→ Task goal
Pick out every line in the data below that holds "color".
Exercise input: Begin
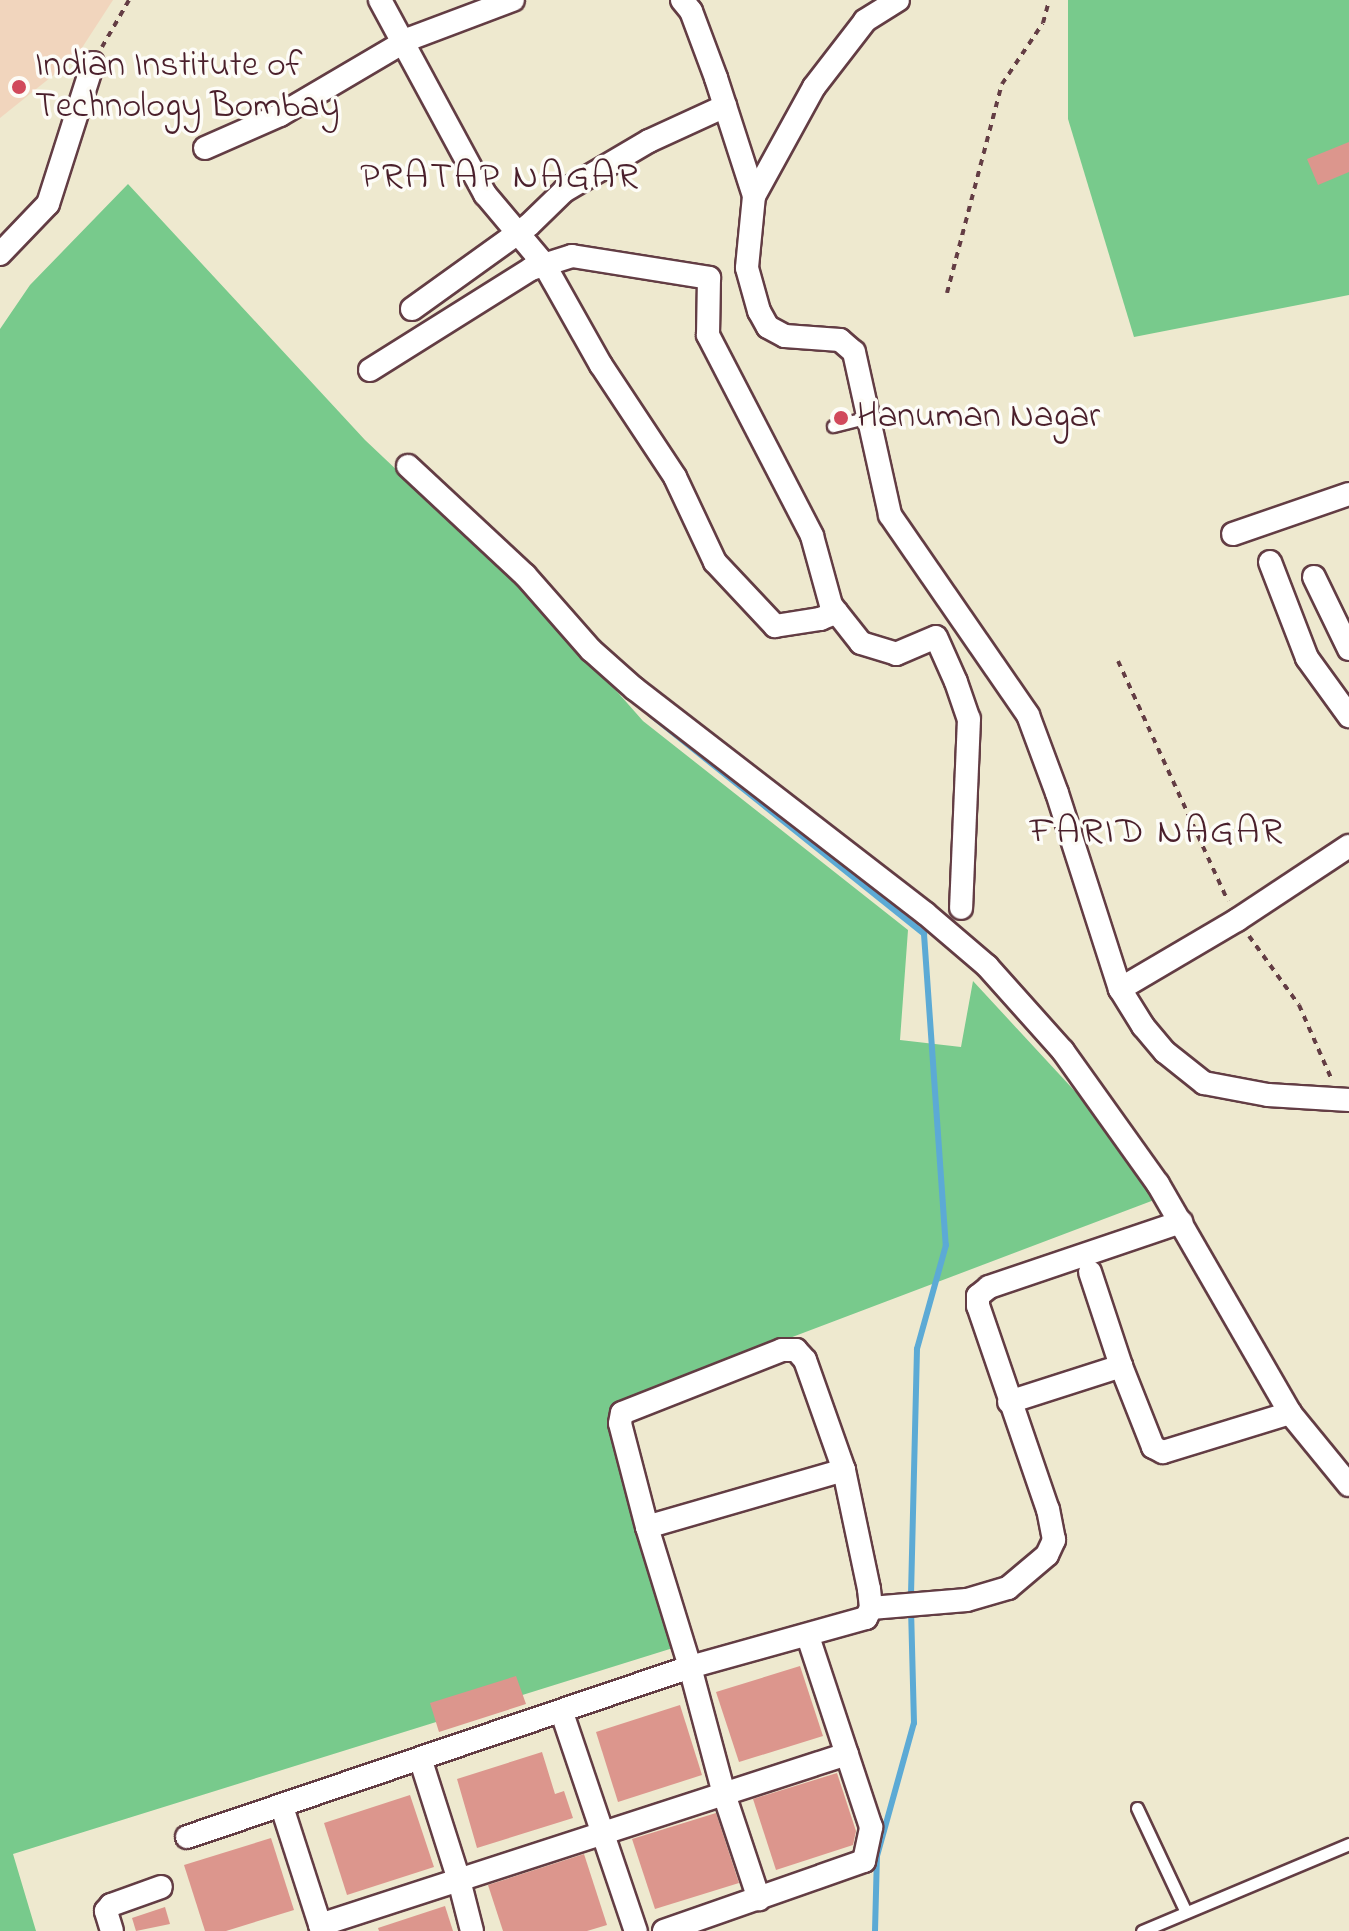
<!DOCTYPE html>
<html>
<head>
<meta charset="utf-8">
<style>
  body { margin:0 }
  #map { position:relative; width:1349px; height:1931px; overflow:hidden; background:#eee9cf; font-family:"Indie Flower",sans-serif }
  div>[style] { position:absolute }
  .built>* { inset:0; background:#f1d5bd }
  .green>* { inset:0; background:#78ca8c }
  .stream>* { height:6px; margin:-3px; padding:0 3px; transform-origin:3px; border-radius:3px; background:#5caad5 }
  .building>* { inset:0; background:#dc968d }
  .path>* { height:4px; margin-top:-2px; transform-origin:0; background:repeating-linear-gradient(90deg,#633d44 0 6px,transparent 0 12px) }
  .roads { filter:drop-shadow(2px 0 #633d44) drop-shadow(-2px 0 #633d44) drop-shadow(0 2px #633d44) drop-shadow(0 -2px #633d44) }
  .lane>* { height:11px; margin:-5.5px; padding:0 5.5px; transform-origin:5.5px; border-radius:5.5px; background:#fff }
  .street>* { height:22px; margin:-11px; padding:0 11px; transform-origin:11px; border-radius:11px; background:#fff }
  .dots>* { width:22px; height:22px; translate:-50% -50%; box-sizing:border-box; border:4px solid #fdfcf7; border-radius:50% }
  span { translate:-50% -50%; white-space:nowrap; text-align:center; line-height:1.15; -webkit-text-stroke:7px #fdfcf7; paint-order:stroke }
  .poi-label { font-size:36px; color:#4a1f2b }
  .left { translate:0 -50%; text-align:left }
  .neighbourhood-label { font-size:38px; color:#4a1f2b; letter-spacing:2px }
</style>
</head>
<body>
<div id="map">
  <div class="built">
    <i style="clip-path:polygon(0 0,113px 0,76px 57px,0 118px)"></i>
  </div>
  <div class="green">
    <i style="clip-path:polygon(1068px 0,1349px 0,1349px 295px,1134px 337px,1068px 119px)"></i>
    <i style="clip-path:polygon(128px 184px,365px 440px,545px 610px,643px 721px,908px 930px,900px 1040px,961px 1047px,973px 981px,1170px 1194px,610px 1406px,673px 1648px,13px 1854px,36px 1931px,0 1931px,0 329px,30px 285px)"></i>
  </div>
  <div class="stream">
    <i style="left:651px;top:715px;width:350px;rotate:38.7deg"></i>
    <i style="left:924px;top:934px;width:312px;rotate:86deg"></i>
    <i style="left:946px;top:1245px;width:108px;rotate:105.6deg"></i>
    <i style="left:917px;top:1349px;width:251px;rotate:91.4deg"></i>
    <i style="left:875px;top:1931px;width:75px;rotate:-88.5deg"></i>
    <i style="left:877px;top:1856px;width:138px;rotate:-74.5deg"></i>
    <i style="left:914px;top:1723px;width:112px;rotate:-91.5deg"></i>
  </div>
  <div class="building">
    <i style="clip-path:polygon(1349px 142px,1349px 172px,1318px 185px,1307px 159px)"></i>
    <i style="clip-path:polygon(800px 1666px,823px 1736px,739px 1762px,716px 1692px)"></i>
    <i style="clip-path:polygon(516px 1676px,526px 1704px,439px 1732px,430px 1703px)"></i>
    <i style="clip-path:polygon(680px 1705px,702px 1775px,618px 1802px,596px 1732px)"></i>
    <i style="clip-path:polygon(542px 1752px,555px 1794px,564px 1791px,573px 1818px,477px 1848px,457px 1779px)"></i>
    <i style="clip-path:polygon(837px 1773px,856px 1831px,853px 1845px,776px 1870px,753px 1799px)"></i>
    <i style="clip-path:polygon(410px 1795px,434px 1867px,347px 1895px,324px 1823px)"></i>
    <i style="clip-path:polygon(716px 1813px,739px 1883px,655px 1909px,632px 1839px)"></i>
    <i style="clip-path:polygon(271px 1838px,294px 1910px,226px 1931px,205px 1931px,184px 1865px)"></i>
    <i style="clip-path:polygon(584px 1854px,607px 1925px,587px 1931px,503px 1931px,488px 1885px)"></i>
    <i style="clip-path:polygon(445px 1906px,453px 1931px,379px 1931px,378px 1928px)"></i>
    <i style="clip-path:polygon(165px 1907px,170px 1924px,136px 1931px,132px 1918px)"></i>
  </div>
  <div class="path">
    <i style="left:102px;top:47px;width:54px;rotate:-60.1deg"></i>
    <i style="left:947px;top:293px;width:216px;rotate:-75.3deg"></i>
    <i style="left:1002px;top:84px;width:73px;rotate:-56.1deg"></i>
    <i style="left:1043px;top:23px;width:24px;rotate:-75deg"></i>
    <i style="left:1118px;top:661px;width:264px;rotate:65.4deg"></i>
    <i style="left:1249px;top:936px;width:85px;rotate:54.1deg"></i>
    <i style="left:1299px;top:1005px;width:82px;rotate:66.3deg"></i>
  </div>
  <div class="roads">
    <div class="lane">
      <i style="left:833px;top:426px;width:36px;rotate:-14deg"></i>
      <i style="left:1137px;top:1808px;width:115px;rotate:64.8deg"></i>
      <i style="left:1142px;top:1931px;width:225px;rotate:-22.8deg"></i>
    </div>
    <div class="street">
      <i style="left:380px;top:0;width:221px;rotate:61.6deg"></i>
      <i style="left:485px;top:194px;width:92px;rotate:49.9deg"></i>
      <i style="left:544px;top:264px;width:116px;rotate:60.6deg"></i>
      <i style="left:601px;top:365px;width:134px;rotate:56.5deg"></i>
      <i style="left:675px;top:477px;width:94px;rotate:64.8deg"></i>
      <i style="left:715px;top:562px;width:88px;rotate:46.8deg"></i>
      <i style="left:775px;top:626px;width:46px;rotate:-8.8deg"></i>
      <i style="left:820px;top:619px;width:18px;rotate:-22deg"></i>
      <i style="left:682px;top:0;width:14px;rotate:51deg"></i>
      <i style="left:691px;top:11px;width:72px;rotate:69.5deg"></i>
      <i style="left:716px;top:78px;width:124px;rotate:72.1deg"></i>
      <i style="left:898px;top:0;width:39px;rotate:148deg"></i>
      <i style="left:865px;top:21px;width:83px;rotate:127.7deg"></i>
      <i style="left:814px;top:87px;width:124px;rotate:118.8deg"></i>
      <i style="left:754px;top:196px;width:72px;rotate:95.6deg"></i>
      <i style="left:747px;top:268px;width:45px;rotate:74.4deg"></i>
      <i style="left:759px;top:311px;width:18px;rotate:61deg"></i>
      <i style="left:768px;top:327px;width:19px;rotate:28deg"></i>
      <i style="left:785px;top:336px;width:55px;rotate:4.2deg"></i>
      <i style="left:840px;top:340px;width:18px;rotate:41deg"></i>
      <i style="left:854px;top:352px;width:167px;rotate:77.5deg"></i>
      <i style="left:890px;top:515px;width:243px;rotate:55.4deg"></i>
      <i style="left:1028px;top:715px;width:83px;rotate:69.6deg"></i>
      <i style="left:1057px;top:793px;width:206px;rotate:72.2deg"></i>
      <i style="left:1120px;top:989px;width:44px;rotate:58.1deg"></i>
      <i style="left:1143px;top:1026px;width:34px;rotate:50deg"></i>
      <i style="left:1165px;top:1052px;width:50px;rotate:38.5deg"></i>
      <i style="left:1204px;top:1083px;width:65px;rotate:10.6deg"></i>
      <i style="left:1268px;top:1095px;width:81px;rotate:3.5deg"></i>
      <i style="left:205px;top:148px;width:82px;rotate:-23.7deg"></i>
      <i style="left:280px;top:115px;width:150px;rotate:-30.5deg"></i>
      <i style="left:409px;top:39px;width:111px;rotate:-20.6deg"></i>
      <i style="left:0;top:254px;width:69px;rotate:-46.2deg"></i>
      <i style="left:48px;top:204px;width:148px;rotate:-72.3deg"></i>
      <i style="left:412px;top:309px;width:144px;rotate:-35.7deg"></i>
      <i style="left:529px;top:225px;width:49px;rotate:-44.2deg"></i>
      <i style="left:564px;top:191px;width:99px;rotate:-30.5deg"></i>
      <i style="left:649px;top:141px;width:84px;rotate:-24.7deg"></i>
      <i style="left:370px;top:370px;width:190px;rotate:-32.1deg"></i>
      <i style="left:531px;top:269px;width:43px;rotate:-17.6deg"></i>
      <i style="left:572px;top:256px;width:139px;rotate:9.1deg"></i>
      <i style="left:709px;top:278px;width:57px;rotate:91deg"></i>
      <i style="left:708px;top:335px;width:226px;rotate:62.6deg"></i>
      <i style="left:812px;top:536px;width:72px;rotate:74.6deg"></i>
      <i style="left:831px;top:605px;width:48px;rotate:51.7deg"></i>
      <i style="left:861px;top:643px;width:37px;rotate:17deg"></i>
      <i style="left:896px;top:654px;width:43px;rotate:-23deg"></i>
      <i style="left:936px;top:637px;width:49px;rotate:66deg"></i>
      <i style="left:956px;top:682px;width:39px;rotate:71deg"></i>
      <i style="left:969px;top:719px;width:189px;rotate:92.4deg"></i>
      <i style="left:408px;top:466px;width:160px;rotate:43deg"></i>
      <i style="left:525px;top:575px;width:100px;rotate:48.7deg"></i>
      <i style="left:591px;top:650px;width:59px;rotate:41.6deg"></i>
      <i style="left:635px;top:689px;width:366px;rotate:37.7deg"></i>
      <i style="left:925px;top:913px;width:82px;rotate:40.5deg"></i>
      <i style="left:987px;top:966px;width:114px;rotate:48.2deg"></i>
      <i style="left:1063px;top:1051px;width:163px;rotate:54.5deg"></i>
      <i style="left:1158px;top:1184px;width:264px;rotate:60deg"></i>
      <i style="left:1290px;top:1413px;width:93px;rotate:50.7deg"></i>
      <i style="left:1233px;top:534px;width:123px;rotate:-19deg"></i>
      <i style="left:1270px;top:562px;width:103px;rotate:68.9deg"></i>
      <i style="left:1307px;top:658px;width:72px;rotate:54.1deg"></i>
      <i style="left:1314px;top:577px;width:80px;rotate:64.1deg"></i>
      <i style="left:1120px;top:989px;width:136px;rotate:-30.5deg"></i>
      <i style="left:1237px;top:920px;width:134px;rotate:-33.5deg"></i>
      <i style="left:1090px;top:1272px;width:99px;rotate:71.7deg"></i>
      <i style="left:1121px;top:1366px;width:87px;rotate:68.4deg"></i>
      <i style="left:1153px;top:1447px;width:11px;rotate:27deg"></i>
      <i style="left:1163px;top:1452px;width:133px;rotate:-17.1deg"></i>
      <i style="left:1009px;top:1402px;width:118px;rotate:-17.8deg"></i>
      <i style="left:647px;top:1527px;width:107px;rotate:-104.6deg"></i>
      <i style="left:620px;top:1423px;width:10px;rotate:-79deg"></i>
      <i style="left:622px;top:1413px;width:172px;rotate:-21.5deg"></i>
      <i style="left:782px;top:1350px;width:14px"></i>
      <i style="left:796px;top:1350px;width:13px;rotate:48deg"></i>
      <i style="left:805px;top:1360px;width:117px;rotate:70.5deg"></i>
      <i style="left:871px;top:1608px;width:96px;rotate:-4.8deg"></i>
      <i style="left:967px;top:1600px;width:43px;rotate:-16.3deg"></i>
      <i style="left:1008px;top:1588px;width:51px;rotate:-40.2deg"></i>
      <i style="left:1047px;top:1555px;width:17px;rotate:-65deg"></i>
      <i style="left:1054px;top:1540px;width:31px;rotate:-101deg"></i>
      <i style="left:1048px;top:1510px;width:216px;rotate:-108.9deg"></i>
      <i style="left:978px;top:1306px;width:10px;rotate:-90deg"></i>
      <i style="left:978px;top:1296px;width:14px;rotate:-39deg"></i>
      <i style="left:989px;top:1287px;width:203px;rotate:-18.7deg"></i>
      <i style="left:562px;top:1713px;width:230px;rotate:71.3deg"></i>
      <i style="left:421px;top:1761px;width:125px;rotate:72.3deg"></i>
      <i style="left:459px;top:1880px;width:53px;rotate:75.7deg"></i>
      <i style="left:282px;top:1807px;width:130px;rotate:72.1deg"></i>
      <i style="left:187px;top:1837px;width:531px;rotate:-18.67deg"></i>
      <i style="left:690px;top:1667px;width:183px;rotate:-15.6deg"></i>
      <i style="left:866px;top:1618px;width:11px;rotate:-63deg"></i>
      <i style="left:871px;top:1608px;width:19px;rotate:-96deg"></i>
      <i style="left:869px;top:1589px;width:122px;rotate:-101.9deg"></i>
      <i style="left:844px;top:1470px;width:205px;rotate:163.9deg"></i>
      <i style="left:647px;top:1527px;width:146px;rotate:72.9deg"></i>
      <i style="left:690px;top:1667px;width:131px;rotate:75deg"></i>
      <i style="left:724px;top:1794px;width:111px;rotate:71.6deg"></i>
      <i style="left:320px;top:1925px;width:554px;rotate:-17.98deg"></i>
      <i style="left:112px;top:1931px;width:21px;rotate:-107deg"></i>
      <i style="left:106px;top:1911px;width:8px;rotate:-50deg"></i>
      <i style="left:111px;top:1905px;width:53px;rotate:-19.8deg"></i>
      <i style="left:664px;top:1931px;width:212px;rotate:-19.3deg"></i>
      <i style="left:864px;top:1861px;width:35px;rotate:-78deg"></i>
      <i style="left:871px;top:1827px;width:201px;rotate:-108.3deg"></i>
    </div>
  </div>
  <div class="dots">
    <i style="left:19px;top:87px;background:#d1495b"></i>
    <i style="left:841px;top:418px;background:#d1495b"></i>
  </div>
  <div class="poi-label">
    <span class="left" style="left:35px;top:87px">Indian Institute of<br>Technology Bombay</span>
    <span class="left" style="left:857px;top:418px">Hanuman Nagar</span>
  </div>
  <div class="neighbourhood-label">
    <span style="left:500px;top:179px">PRATAP NAGAR</span>
    <span style="left:1157px;top:834px">FARID NAGAR</span>
  </div>
</div>
</body>
</html>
Exercise input: End
→ Result below
  .poi-label { font-size:36px; color:#4a1f2b }
  .neighbourhood-label { font-size:38px; color:#4a1f2b; letter-spacing:2px }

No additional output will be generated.